Compute how many lines in the entries below include the string "Audition". Only the number is wanted.

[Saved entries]

+---+

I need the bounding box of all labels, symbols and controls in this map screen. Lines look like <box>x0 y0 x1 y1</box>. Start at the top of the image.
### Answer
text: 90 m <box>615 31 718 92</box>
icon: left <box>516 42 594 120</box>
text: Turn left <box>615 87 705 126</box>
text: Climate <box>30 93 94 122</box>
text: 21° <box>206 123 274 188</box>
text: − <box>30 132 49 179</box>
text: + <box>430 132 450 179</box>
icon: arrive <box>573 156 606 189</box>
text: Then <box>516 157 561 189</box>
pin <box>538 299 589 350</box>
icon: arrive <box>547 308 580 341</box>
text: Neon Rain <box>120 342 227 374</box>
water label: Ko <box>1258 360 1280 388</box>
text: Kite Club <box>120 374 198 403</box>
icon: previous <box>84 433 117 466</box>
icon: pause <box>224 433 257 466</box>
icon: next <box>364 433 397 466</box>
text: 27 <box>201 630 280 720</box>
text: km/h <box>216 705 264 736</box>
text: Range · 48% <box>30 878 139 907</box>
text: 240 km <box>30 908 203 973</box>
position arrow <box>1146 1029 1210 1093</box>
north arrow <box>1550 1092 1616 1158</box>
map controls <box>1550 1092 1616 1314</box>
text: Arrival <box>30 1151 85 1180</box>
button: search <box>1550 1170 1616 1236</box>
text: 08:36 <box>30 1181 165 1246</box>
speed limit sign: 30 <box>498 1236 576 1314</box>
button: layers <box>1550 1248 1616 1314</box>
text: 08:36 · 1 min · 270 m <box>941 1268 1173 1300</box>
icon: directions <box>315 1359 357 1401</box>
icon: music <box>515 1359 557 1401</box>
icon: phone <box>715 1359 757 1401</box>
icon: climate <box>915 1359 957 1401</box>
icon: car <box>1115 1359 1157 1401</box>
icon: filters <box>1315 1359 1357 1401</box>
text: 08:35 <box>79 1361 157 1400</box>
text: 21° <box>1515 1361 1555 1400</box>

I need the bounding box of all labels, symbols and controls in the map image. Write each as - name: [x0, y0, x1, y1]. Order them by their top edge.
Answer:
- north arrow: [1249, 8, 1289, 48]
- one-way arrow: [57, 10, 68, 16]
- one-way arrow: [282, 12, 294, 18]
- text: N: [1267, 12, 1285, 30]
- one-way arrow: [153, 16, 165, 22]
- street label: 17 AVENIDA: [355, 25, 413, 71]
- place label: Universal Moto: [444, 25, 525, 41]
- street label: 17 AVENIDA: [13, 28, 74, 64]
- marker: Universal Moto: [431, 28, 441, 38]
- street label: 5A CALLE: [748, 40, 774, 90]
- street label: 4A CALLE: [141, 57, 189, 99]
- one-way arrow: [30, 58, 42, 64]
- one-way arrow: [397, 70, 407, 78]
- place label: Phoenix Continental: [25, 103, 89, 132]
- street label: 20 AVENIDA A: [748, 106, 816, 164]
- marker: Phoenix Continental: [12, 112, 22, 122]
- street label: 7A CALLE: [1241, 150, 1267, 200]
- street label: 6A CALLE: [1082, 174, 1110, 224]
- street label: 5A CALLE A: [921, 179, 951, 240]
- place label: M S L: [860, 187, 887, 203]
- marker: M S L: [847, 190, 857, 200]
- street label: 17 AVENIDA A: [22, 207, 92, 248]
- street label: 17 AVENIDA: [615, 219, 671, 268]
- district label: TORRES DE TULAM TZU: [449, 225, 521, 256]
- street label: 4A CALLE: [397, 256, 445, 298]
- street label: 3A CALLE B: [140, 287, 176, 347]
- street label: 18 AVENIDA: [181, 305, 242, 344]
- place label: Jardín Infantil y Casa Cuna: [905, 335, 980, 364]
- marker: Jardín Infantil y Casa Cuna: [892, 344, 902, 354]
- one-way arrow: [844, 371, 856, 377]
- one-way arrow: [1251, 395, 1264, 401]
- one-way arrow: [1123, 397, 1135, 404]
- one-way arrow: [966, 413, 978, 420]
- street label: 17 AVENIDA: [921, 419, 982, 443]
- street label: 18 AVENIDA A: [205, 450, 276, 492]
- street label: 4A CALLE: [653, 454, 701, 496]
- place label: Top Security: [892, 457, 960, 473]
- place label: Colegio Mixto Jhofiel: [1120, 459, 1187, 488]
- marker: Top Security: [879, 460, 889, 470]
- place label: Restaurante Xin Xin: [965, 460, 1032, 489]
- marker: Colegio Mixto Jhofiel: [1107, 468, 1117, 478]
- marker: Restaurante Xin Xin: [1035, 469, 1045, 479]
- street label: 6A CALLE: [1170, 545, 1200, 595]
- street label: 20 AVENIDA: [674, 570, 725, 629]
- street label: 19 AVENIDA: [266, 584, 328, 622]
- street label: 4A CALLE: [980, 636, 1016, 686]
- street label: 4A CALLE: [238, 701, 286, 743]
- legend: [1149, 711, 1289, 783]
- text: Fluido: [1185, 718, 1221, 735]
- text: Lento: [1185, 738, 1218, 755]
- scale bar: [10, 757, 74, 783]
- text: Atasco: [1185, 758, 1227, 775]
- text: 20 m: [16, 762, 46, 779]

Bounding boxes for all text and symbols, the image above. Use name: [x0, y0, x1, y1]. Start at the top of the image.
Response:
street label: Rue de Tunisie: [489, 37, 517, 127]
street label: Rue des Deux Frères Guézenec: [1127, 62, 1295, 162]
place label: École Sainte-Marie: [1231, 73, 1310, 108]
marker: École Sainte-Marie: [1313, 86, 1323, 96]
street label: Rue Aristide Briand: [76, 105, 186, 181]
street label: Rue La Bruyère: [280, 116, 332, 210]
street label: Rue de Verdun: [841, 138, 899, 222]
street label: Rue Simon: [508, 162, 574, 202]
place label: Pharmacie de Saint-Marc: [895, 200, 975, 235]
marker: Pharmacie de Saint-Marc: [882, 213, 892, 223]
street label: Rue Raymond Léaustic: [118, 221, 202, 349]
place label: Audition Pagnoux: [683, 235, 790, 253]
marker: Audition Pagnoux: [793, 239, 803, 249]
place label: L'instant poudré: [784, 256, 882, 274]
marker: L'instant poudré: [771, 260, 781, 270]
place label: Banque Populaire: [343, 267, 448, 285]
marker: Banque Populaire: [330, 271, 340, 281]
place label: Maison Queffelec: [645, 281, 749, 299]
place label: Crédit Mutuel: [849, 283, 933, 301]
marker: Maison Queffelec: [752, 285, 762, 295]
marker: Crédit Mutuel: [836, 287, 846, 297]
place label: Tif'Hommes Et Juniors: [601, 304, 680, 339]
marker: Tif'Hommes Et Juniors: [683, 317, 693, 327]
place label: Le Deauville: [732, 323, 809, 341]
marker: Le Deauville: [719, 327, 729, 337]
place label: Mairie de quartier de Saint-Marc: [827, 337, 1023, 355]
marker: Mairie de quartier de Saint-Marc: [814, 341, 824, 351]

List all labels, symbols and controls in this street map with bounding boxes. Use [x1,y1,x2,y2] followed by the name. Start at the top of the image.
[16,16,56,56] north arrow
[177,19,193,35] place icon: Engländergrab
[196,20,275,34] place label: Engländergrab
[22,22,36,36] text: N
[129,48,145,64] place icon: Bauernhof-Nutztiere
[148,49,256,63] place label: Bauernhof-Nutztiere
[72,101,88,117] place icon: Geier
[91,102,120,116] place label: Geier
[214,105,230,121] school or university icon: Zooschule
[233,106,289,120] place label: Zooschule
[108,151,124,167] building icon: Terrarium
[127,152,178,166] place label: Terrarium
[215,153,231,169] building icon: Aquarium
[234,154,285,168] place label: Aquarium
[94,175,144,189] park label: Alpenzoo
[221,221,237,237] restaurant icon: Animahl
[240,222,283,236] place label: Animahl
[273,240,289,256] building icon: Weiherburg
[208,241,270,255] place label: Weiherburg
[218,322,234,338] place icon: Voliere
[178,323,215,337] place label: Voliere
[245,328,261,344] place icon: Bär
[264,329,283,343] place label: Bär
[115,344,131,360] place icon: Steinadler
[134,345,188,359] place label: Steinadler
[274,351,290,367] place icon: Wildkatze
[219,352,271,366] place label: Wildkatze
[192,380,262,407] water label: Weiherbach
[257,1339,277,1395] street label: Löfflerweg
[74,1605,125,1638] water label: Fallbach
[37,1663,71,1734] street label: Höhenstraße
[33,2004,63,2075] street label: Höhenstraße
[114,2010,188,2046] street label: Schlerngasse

+---+

Reply to the task: 2